A city, therefore, not of prohibitions but of civil and citizen choices, on a human scale. We will use all the opportunities for digital collaboration and direct encounters to network the intelligence and skills that are widespread and so far neglected, in order to produce clear and circumstantial political guidelines. We want Milan to express a conscious community, capable of including and giving a common sense to excellences as well as to fragile subjects, to those who deal with artificial intelligence and to those who want to get out of a condition of marginality: be it the urban periphery, the deprivation of knowledge, the imprisonment in prisons, the prostitution of bodies and intelligences.

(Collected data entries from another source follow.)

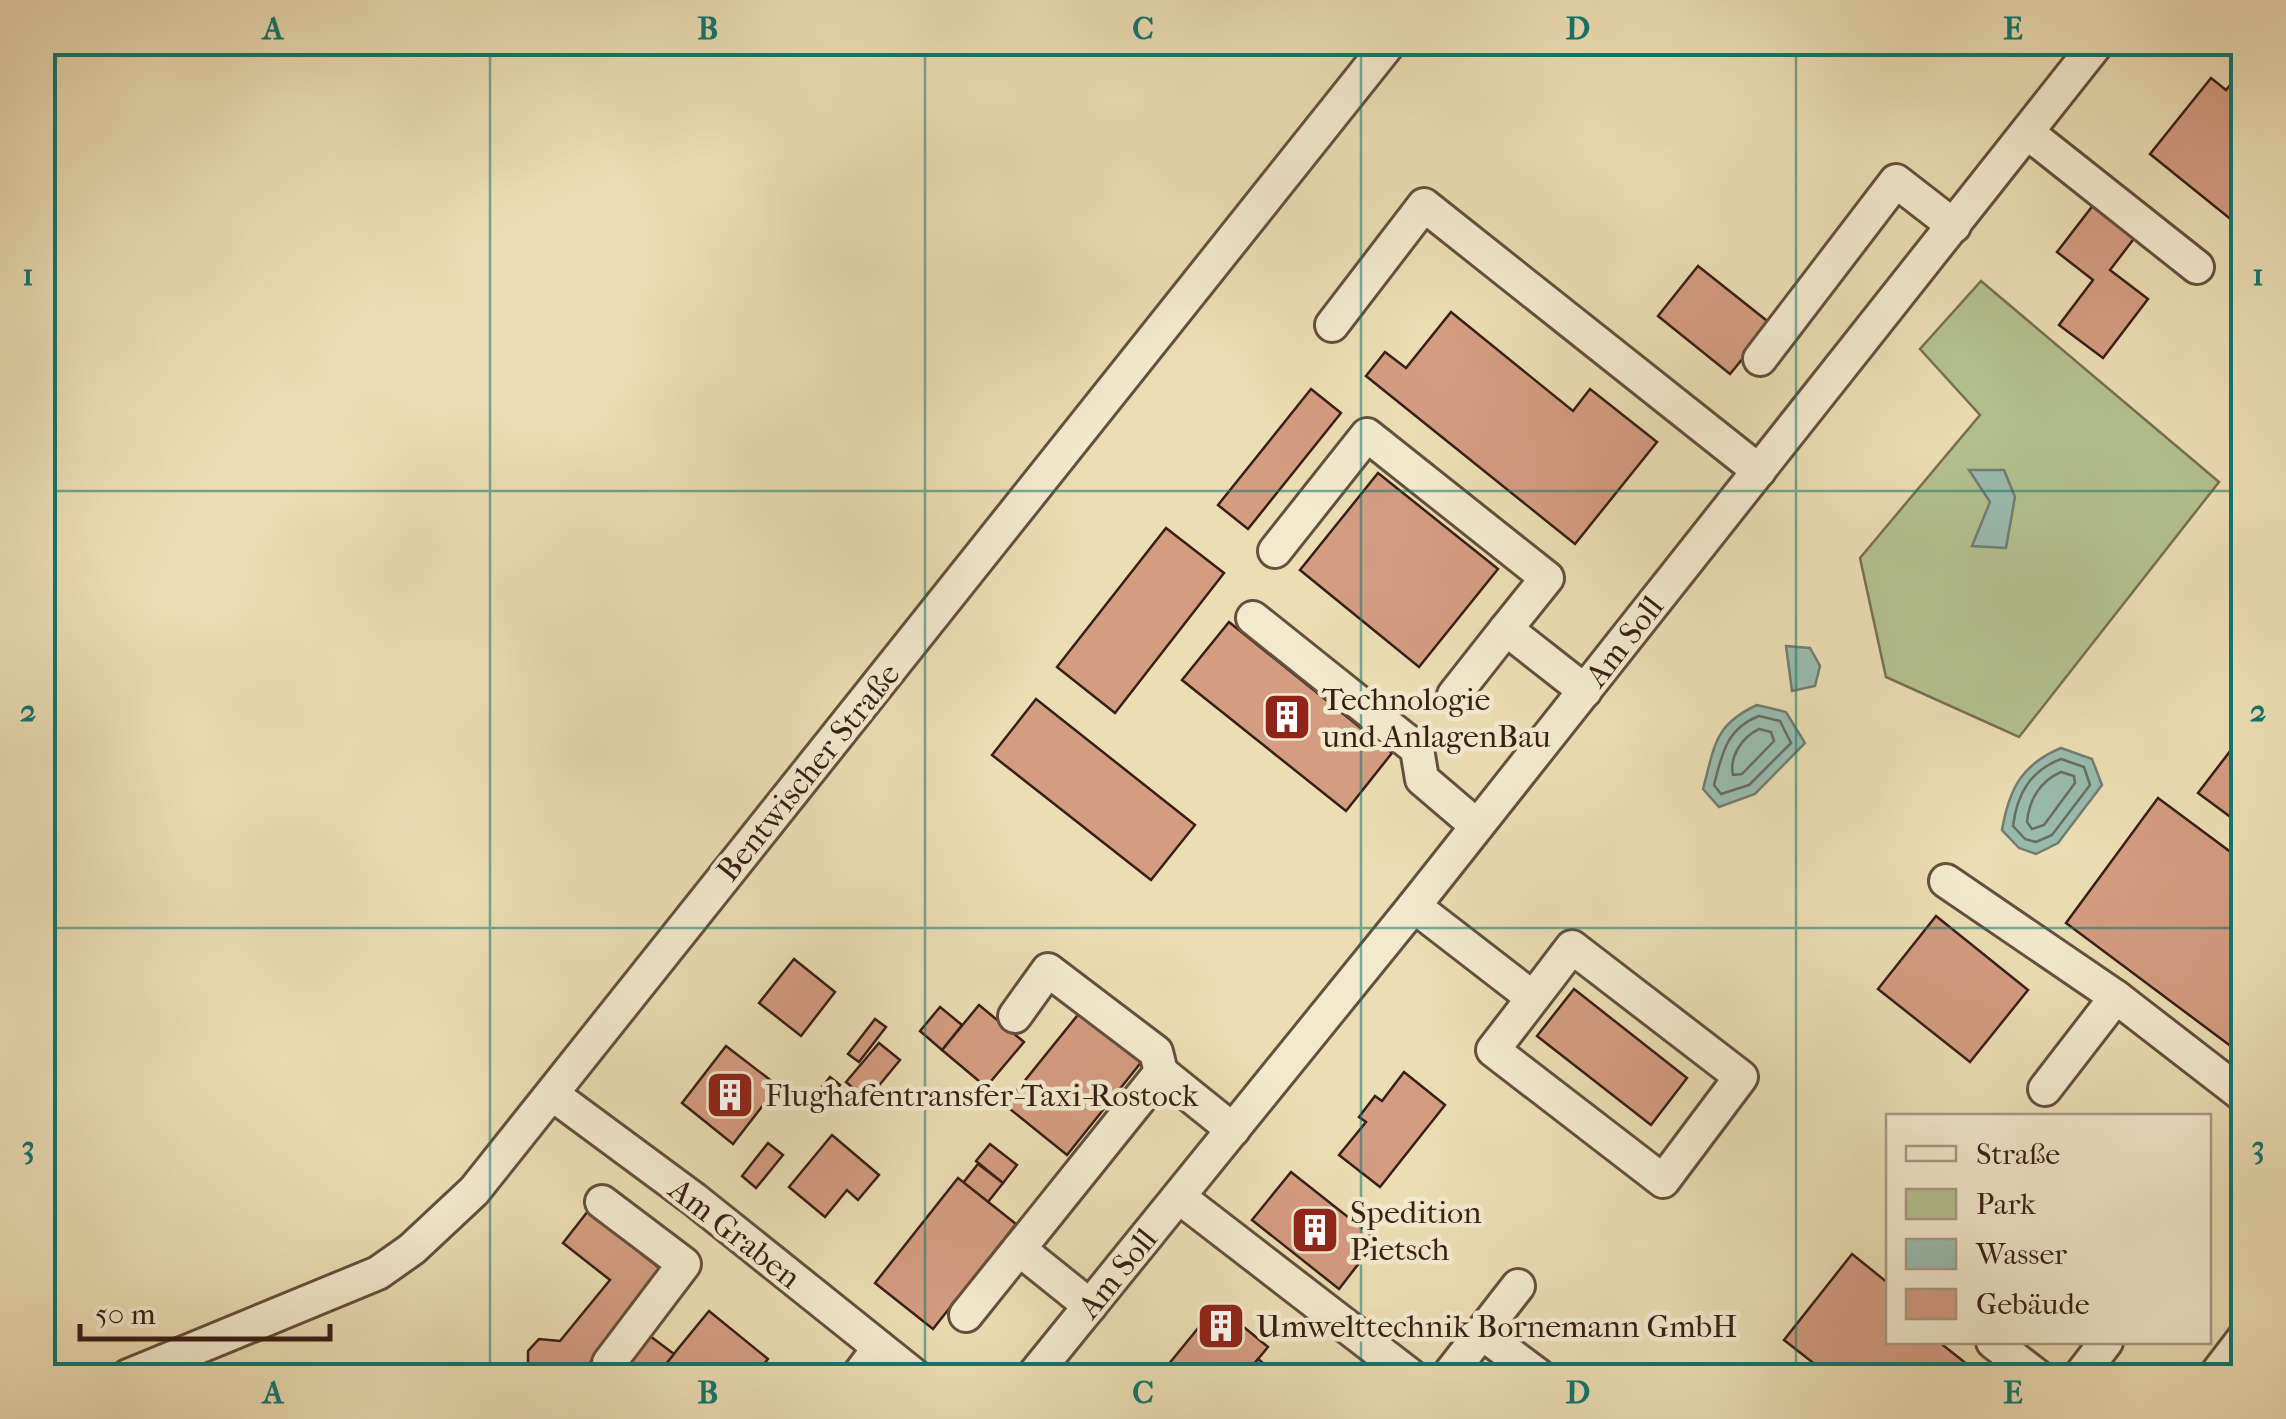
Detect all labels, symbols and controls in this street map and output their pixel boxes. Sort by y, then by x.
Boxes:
text: A [261,10,285,47]
text: B [698,10,718,47]
text: C [1132,10,1154,47]
text: D [1566,10,1590,47]
text: E [2003,10,2023,47]
text: 1 [22,256,34,293]
text: 1 [2252,256,2264,293]
street label: Am Soll [1576,589,1671,695]
street label: Bentwischer Straße [709,656,908,889]
place label: Technologie und AnlagenBau [1321,681,1551,755]
building icon: Technologie und AnlagenBau [1261,691,1313,743]
text: 2 [20,692,36,729]
text: 2 [2250,692,2266,729]
building icon: Flughafentransfer-Taxi-Rostock [704,1069,756,1121]
place label: Flughafentransfer-Taxi-Rostock [765,1077,1199,1114]
legend [1886,1114,2211,1344]
text: 3 [21,1128,35,1165]
text: 3 [2251,1128,2265,1165]
text: Straße [1976,1137,2060,1172]
street label: Am Graben [660,1169,808,1296]
text: Park [1976,1187,2036,1222]
place label: Spedition Pietsch [1350,1194,1482,1268]
building icon: Spedition Pietsch [1289,1204,1341,1256]
street label: Am Soll [1069,1221,1165,1327]
text: Wasser [1975,1237,2067,1272]
scale bar [80,1279,330,1341]
text: Gebäude [1976,1287,2090,1322]
text: 50 m [95,1297,156,1332]
building icon: Umwelttechnik Bornemann GmbH [1195,1300,1247,1352]
place label: Umwelttechnik Bornemann GmbH [1256,1308,1737,1345]
text: A [261,1374,285,1411]
text: B [698,1374,718,1411]
text: C [1132,1374,1154,1411]
text: D [1566,1374,1590,1411]
text: E [2003,1374,2023,1411]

We promote an ecology of freedoms starting from conscious behaviour and the perception of environmental risk. Milan Metropolitan City can become a centre of excellence for study and research in the field of technologies based on clean and renewable sources, promoting the rational and efficient use of energy with the creation of metropolitan energy communities. Let’s boost international projects aimed at combating and reversing global warming, such as the Drawdown Project and Stopglobalwarming.eu.
We are keen observers of the psychological suffering caused directly and indirectly by more than a year’s pandemic (anxiety, depression, job loss). We are building listening and intervention networks, linking existing energies and creating new hubs for rapid psychological intervention. We will not stop at proposals but will use all the possibilities for direct participation that we have helped to introduce into the municipal statute in recent years, such as Popular Initiative Directives and Public Hearings of the Municipal Council.
We do not resign ourselves to being spectators/electors who zap between this right and this left, united by the same programmes, from San Siro to the former railway yards. We want to govern the change in Milan towards beauty, towards widespread responsibility, for a city and a community capable of the future.
Let’s not stop trying, let’s look for other ambitious people like us.